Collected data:
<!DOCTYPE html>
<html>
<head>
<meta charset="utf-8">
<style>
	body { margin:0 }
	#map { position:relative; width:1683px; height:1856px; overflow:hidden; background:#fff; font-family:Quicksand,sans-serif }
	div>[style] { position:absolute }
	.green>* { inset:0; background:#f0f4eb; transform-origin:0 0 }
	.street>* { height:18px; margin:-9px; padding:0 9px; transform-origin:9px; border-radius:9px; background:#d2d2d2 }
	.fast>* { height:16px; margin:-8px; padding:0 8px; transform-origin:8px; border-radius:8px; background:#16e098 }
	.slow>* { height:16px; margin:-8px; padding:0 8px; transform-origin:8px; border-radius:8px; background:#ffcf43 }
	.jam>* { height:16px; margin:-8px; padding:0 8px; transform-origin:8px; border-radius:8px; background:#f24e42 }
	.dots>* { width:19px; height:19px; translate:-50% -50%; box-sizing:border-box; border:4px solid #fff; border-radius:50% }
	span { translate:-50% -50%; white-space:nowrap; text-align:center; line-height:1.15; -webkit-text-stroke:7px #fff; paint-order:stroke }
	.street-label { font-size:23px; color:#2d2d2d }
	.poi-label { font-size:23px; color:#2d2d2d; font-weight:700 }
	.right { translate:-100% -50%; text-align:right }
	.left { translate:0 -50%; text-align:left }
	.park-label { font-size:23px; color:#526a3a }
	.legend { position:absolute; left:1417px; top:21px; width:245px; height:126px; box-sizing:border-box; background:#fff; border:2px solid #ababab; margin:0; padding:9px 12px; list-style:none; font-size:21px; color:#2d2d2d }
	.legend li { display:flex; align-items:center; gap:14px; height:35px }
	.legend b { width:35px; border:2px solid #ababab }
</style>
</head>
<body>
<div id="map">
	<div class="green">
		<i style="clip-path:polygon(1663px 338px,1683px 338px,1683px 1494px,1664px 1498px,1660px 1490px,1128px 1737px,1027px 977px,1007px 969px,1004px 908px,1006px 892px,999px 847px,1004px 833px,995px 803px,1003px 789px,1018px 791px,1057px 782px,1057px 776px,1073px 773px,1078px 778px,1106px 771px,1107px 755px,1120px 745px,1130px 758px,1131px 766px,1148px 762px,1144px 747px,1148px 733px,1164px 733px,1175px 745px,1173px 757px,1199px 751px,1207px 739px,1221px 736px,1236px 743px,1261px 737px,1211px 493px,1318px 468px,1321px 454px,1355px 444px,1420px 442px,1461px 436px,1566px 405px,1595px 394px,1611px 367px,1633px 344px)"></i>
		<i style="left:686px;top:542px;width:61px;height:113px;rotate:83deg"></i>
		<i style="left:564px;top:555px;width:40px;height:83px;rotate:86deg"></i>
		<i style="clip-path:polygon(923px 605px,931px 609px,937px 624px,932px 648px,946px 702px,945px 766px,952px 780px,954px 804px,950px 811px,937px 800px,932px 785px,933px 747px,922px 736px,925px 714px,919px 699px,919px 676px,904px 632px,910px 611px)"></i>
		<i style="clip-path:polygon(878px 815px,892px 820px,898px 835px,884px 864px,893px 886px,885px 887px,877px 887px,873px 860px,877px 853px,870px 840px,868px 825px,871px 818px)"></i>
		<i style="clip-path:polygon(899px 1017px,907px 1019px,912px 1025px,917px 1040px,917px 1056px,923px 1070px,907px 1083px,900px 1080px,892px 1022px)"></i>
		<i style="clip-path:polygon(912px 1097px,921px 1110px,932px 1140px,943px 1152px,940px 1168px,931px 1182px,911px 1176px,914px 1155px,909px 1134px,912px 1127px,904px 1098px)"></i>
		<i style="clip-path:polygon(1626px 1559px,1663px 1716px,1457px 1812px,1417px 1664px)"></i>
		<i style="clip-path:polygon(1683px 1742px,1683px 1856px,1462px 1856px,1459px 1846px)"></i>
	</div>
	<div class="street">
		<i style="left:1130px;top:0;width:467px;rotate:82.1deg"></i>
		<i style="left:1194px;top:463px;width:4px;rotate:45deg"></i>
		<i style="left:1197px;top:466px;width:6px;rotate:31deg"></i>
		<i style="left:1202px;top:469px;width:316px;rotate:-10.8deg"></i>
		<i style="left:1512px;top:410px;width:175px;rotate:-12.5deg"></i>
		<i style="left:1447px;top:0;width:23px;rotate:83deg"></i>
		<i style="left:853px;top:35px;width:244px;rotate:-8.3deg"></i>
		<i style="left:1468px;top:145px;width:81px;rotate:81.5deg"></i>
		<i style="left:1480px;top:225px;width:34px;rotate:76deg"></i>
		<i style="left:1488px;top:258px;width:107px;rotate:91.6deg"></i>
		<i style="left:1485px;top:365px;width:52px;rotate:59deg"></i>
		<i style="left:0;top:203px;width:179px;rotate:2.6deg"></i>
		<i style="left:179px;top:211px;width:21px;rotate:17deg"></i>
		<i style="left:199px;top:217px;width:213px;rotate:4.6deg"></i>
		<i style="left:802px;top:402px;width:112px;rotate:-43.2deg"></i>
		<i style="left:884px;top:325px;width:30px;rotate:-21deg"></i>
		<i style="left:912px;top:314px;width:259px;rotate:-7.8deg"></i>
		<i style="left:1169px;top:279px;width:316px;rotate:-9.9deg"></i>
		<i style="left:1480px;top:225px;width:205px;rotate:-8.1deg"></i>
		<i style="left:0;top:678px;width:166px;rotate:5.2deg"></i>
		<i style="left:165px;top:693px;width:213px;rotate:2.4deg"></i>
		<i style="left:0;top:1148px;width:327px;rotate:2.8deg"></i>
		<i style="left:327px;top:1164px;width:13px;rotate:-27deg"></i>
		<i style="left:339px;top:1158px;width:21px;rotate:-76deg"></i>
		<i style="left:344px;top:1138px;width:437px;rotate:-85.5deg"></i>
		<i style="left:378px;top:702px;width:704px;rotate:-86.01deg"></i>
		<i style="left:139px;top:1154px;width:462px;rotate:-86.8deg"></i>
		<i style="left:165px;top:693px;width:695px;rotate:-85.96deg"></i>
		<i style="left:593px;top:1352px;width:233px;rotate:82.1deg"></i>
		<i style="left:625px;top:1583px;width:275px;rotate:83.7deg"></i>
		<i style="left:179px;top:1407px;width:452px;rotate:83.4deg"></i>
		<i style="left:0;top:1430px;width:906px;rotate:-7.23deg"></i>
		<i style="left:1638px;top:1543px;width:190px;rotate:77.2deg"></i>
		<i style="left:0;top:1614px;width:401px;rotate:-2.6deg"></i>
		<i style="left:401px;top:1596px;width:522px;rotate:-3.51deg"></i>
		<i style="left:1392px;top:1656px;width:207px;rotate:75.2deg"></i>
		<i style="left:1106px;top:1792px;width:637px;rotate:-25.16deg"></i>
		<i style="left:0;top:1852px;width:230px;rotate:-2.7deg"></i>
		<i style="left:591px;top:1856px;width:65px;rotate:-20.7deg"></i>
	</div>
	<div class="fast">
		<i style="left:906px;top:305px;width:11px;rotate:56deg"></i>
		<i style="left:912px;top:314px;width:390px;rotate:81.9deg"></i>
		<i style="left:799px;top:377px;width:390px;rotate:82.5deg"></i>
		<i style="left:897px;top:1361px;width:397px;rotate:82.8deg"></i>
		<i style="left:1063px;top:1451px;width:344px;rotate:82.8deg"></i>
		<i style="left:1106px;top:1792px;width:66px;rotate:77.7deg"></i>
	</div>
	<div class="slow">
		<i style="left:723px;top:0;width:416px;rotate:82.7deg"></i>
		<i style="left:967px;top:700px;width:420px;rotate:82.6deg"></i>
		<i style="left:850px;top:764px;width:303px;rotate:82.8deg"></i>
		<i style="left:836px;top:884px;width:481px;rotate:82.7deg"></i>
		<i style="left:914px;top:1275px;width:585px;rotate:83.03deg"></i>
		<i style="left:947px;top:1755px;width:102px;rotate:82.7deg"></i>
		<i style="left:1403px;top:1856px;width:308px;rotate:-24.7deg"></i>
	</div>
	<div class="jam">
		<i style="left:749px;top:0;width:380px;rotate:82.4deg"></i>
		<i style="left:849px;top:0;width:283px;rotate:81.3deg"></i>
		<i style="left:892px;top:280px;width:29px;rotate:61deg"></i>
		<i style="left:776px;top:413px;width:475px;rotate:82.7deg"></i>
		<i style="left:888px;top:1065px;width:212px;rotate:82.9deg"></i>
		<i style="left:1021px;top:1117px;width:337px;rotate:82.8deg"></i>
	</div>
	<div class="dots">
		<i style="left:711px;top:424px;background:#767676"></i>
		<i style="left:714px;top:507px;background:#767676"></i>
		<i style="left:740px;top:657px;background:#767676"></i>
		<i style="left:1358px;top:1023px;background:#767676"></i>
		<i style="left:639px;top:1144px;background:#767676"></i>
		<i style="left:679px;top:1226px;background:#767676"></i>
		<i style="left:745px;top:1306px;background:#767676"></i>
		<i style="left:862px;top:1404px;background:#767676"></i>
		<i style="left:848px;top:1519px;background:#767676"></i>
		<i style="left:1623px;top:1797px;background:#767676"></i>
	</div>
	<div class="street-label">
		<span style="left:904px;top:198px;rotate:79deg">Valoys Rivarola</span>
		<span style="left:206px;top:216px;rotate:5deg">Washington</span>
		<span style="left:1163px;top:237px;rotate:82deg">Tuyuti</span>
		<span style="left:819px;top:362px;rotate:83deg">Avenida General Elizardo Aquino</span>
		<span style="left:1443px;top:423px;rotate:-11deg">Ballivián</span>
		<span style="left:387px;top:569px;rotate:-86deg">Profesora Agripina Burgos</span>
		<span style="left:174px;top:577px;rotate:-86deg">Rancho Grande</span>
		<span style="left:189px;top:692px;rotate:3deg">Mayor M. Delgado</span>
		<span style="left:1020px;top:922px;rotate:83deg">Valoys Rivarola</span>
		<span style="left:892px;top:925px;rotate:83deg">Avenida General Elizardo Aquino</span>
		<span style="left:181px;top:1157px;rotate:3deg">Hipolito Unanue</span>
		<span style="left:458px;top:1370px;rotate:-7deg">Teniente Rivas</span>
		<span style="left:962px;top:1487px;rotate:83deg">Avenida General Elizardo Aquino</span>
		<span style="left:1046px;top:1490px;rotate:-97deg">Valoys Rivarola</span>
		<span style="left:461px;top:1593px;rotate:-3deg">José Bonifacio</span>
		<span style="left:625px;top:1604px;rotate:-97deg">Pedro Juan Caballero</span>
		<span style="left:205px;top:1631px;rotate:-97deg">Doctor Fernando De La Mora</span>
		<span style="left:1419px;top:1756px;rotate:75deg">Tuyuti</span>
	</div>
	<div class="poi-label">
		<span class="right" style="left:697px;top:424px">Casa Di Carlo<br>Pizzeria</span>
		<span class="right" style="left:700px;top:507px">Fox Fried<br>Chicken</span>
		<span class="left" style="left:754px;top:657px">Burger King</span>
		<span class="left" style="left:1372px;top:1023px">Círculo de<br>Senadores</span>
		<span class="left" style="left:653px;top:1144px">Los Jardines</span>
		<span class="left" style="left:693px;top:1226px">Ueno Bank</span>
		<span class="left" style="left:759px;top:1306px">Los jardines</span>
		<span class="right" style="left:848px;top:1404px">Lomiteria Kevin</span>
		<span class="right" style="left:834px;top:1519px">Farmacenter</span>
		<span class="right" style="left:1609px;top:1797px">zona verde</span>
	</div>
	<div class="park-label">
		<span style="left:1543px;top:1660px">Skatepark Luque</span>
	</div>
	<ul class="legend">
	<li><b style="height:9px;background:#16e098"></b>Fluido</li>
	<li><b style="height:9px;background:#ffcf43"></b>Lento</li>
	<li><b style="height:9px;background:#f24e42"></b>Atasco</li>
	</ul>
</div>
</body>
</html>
---
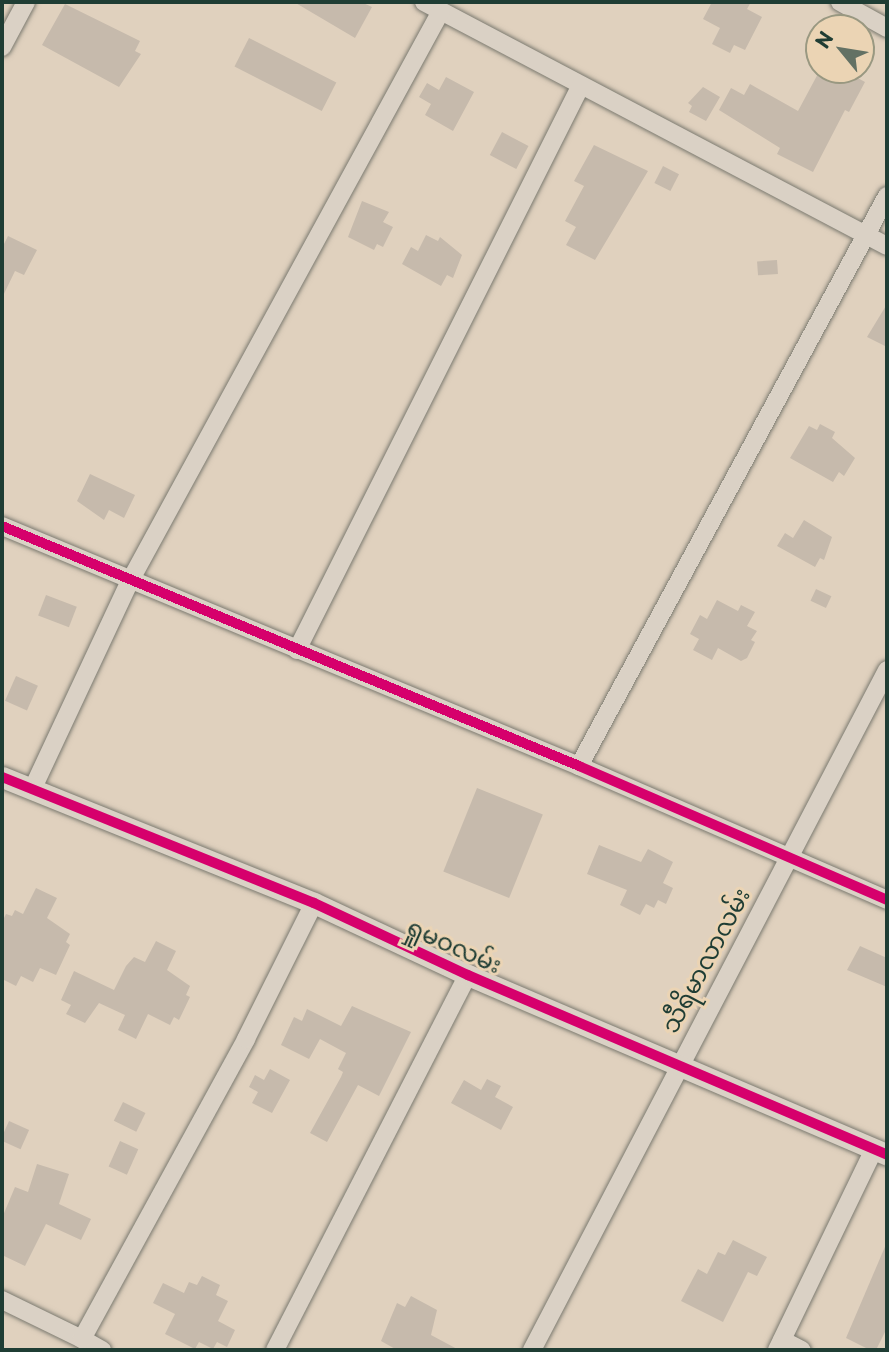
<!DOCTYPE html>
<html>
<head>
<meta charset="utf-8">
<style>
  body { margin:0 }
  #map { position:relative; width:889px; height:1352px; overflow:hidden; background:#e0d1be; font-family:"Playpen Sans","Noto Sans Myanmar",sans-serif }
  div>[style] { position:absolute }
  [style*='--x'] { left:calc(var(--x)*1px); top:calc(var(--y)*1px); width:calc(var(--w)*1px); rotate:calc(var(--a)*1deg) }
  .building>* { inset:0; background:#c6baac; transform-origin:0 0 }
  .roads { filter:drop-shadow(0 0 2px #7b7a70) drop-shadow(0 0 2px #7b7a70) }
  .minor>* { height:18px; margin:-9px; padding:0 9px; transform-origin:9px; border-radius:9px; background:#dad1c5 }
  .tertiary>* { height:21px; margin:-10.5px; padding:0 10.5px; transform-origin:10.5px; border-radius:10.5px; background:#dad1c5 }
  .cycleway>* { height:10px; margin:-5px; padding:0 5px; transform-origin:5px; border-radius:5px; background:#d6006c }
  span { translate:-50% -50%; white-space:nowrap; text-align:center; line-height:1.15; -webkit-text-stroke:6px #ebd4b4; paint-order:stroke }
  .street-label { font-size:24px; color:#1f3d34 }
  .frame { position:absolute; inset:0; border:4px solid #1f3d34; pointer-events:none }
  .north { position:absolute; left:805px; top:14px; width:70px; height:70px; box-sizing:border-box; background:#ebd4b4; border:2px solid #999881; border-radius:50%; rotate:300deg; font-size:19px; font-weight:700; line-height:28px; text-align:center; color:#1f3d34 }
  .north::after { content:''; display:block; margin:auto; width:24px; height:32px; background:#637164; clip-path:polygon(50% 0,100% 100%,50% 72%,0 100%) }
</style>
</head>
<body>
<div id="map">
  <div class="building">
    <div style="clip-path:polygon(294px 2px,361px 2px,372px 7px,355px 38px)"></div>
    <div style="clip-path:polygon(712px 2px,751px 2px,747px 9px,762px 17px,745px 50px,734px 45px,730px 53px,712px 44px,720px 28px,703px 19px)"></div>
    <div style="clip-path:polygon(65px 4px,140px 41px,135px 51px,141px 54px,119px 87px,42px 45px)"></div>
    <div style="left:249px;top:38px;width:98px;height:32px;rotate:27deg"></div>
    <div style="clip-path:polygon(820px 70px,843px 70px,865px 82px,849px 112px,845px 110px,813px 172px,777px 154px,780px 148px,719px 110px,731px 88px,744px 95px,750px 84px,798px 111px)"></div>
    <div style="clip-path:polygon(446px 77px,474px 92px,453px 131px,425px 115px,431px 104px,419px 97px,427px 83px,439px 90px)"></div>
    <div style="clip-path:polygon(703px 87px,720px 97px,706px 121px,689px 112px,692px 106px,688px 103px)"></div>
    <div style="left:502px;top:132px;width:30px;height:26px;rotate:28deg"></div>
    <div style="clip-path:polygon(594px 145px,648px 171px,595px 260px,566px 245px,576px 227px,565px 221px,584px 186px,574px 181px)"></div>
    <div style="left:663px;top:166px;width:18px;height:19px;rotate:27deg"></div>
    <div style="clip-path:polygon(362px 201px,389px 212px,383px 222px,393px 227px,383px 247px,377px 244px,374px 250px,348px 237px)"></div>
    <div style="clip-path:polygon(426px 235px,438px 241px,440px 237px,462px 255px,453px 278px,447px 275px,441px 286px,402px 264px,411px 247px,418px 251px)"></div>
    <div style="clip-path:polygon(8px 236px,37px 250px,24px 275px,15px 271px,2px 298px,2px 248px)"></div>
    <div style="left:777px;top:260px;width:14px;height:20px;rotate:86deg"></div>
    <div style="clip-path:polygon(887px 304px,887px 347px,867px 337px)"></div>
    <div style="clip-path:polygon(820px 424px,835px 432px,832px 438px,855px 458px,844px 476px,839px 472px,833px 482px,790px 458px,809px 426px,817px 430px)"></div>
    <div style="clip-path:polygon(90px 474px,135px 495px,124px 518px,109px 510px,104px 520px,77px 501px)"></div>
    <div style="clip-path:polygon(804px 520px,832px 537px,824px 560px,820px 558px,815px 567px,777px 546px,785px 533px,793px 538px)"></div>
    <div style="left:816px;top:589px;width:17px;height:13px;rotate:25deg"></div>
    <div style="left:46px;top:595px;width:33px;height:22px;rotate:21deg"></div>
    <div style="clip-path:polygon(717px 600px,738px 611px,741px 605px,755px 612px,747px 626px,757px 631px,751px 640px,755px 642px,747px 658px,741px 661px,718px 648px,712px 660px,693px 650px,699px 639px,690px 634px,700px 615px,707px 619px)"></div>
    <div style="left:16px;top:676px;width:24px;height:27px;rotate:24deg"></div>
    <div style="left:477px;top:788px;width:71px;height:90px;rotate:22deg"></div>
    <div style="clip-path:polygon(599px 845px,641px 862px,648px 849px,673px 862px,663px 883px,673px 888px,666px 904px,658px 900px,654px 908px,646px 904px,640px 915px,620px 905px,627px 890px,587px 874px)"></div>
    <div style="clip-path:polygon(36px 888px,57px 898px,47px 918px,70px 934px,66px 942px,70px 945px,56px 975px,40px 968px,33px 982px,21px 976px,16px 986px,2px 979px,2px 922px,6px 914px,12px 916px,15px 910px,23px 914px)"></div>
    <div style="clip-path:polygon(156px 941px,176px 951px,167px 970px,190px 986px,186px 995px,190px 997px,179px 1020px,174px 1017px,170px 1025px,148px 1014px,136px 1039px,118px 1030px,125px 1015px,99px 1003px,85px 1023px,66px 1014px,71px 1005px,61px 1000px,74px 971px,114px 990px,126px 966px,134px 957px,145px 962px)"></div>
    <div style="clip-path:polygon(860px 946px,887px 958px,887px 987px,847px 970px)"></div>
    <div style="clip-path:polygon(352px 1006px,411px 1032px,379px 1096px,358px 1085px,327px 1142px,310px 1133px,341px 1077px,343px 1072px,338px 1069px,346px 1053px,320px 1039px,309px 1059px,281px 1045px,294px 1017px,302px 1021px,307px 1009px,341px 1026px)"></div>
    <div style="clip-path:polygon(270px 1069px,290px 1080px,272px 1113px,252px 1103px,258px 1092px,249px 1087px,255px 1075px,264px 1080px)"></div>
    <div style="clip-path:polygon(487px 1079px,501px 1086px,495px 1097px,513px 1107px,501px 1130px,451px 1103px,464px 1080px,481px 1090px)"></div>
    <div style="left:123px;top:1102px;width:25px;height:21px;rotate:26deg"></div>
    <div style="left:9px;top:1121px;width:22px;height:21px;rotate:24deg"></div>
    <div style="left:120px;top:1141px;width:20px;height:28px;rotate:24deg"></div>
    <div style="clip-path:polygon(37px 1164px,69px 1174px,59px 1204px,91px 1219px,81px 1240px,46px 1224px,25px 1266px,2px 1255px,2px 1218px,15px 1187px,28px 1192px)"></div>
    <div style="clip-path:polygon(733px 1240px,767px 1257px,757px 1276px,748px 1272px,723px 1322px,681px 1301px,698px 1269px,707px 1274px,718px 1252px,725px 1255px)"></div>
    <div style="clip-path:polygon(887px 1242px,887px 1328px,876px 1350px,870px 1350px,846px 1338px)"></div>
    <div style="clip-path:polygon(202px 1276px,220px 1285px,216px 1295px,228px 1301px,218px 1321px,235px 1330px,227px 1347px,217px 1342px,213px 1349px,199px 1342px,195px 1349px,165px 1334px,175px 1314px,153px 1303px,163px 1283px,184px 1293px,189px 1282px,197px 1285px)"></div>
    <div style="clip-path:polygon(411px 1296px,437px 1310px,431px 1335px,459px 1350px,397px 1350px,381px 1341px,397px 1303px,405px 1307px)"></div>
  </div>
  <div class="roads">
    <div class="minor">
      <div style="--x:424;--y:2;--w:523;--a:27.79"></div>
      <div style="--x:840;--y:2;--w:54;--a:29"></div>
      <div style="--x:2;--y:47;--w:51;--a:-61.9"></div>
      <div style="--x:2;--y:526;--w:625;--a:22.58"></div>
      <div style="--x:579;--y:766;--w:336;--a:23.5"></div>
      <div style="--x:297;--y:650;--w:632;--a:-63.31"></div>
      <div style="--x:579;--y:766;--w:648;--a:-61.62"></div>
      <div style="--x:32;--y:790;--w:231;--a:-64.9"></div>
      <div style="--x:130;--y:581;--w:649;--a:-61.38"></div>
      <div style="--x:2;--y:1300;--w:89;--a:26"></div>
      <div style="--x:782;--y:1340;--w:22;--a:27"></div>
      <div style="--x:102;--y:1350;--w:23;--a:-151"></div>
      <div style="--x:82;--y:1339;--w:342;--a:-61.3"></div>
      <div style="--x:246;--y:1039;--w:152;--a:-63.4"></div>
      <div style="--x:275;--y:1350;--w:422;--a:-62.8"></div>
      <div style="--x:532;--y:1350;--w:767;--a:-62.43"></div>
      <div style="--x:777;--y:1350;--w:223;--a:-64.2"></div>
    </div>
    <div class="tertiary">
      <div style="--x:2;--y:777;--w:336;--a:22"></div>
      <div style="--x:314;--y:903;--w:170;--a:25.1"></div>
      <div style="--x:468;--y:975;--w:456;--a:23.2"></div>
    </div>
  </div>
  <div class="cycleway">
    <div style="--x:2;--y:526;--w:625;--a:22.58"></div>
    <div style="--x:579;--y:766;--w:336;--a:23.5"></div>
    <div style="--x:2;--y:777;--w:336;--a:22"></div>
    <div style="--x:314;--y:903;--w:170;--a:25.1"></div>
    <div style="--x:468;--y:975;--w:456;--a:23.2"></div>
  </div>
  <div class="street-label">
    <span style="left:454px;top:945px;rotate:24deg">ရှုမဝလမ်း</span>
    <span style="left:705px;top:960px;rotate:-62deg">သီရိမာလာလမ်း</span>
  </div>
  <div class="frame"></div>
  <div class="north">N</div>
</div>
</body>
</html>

=== TASK DETAILS ===
How many of the lines above include the word "hidden"? Only the number should be given.

=== RESPONSE TO THIS TASK ===
2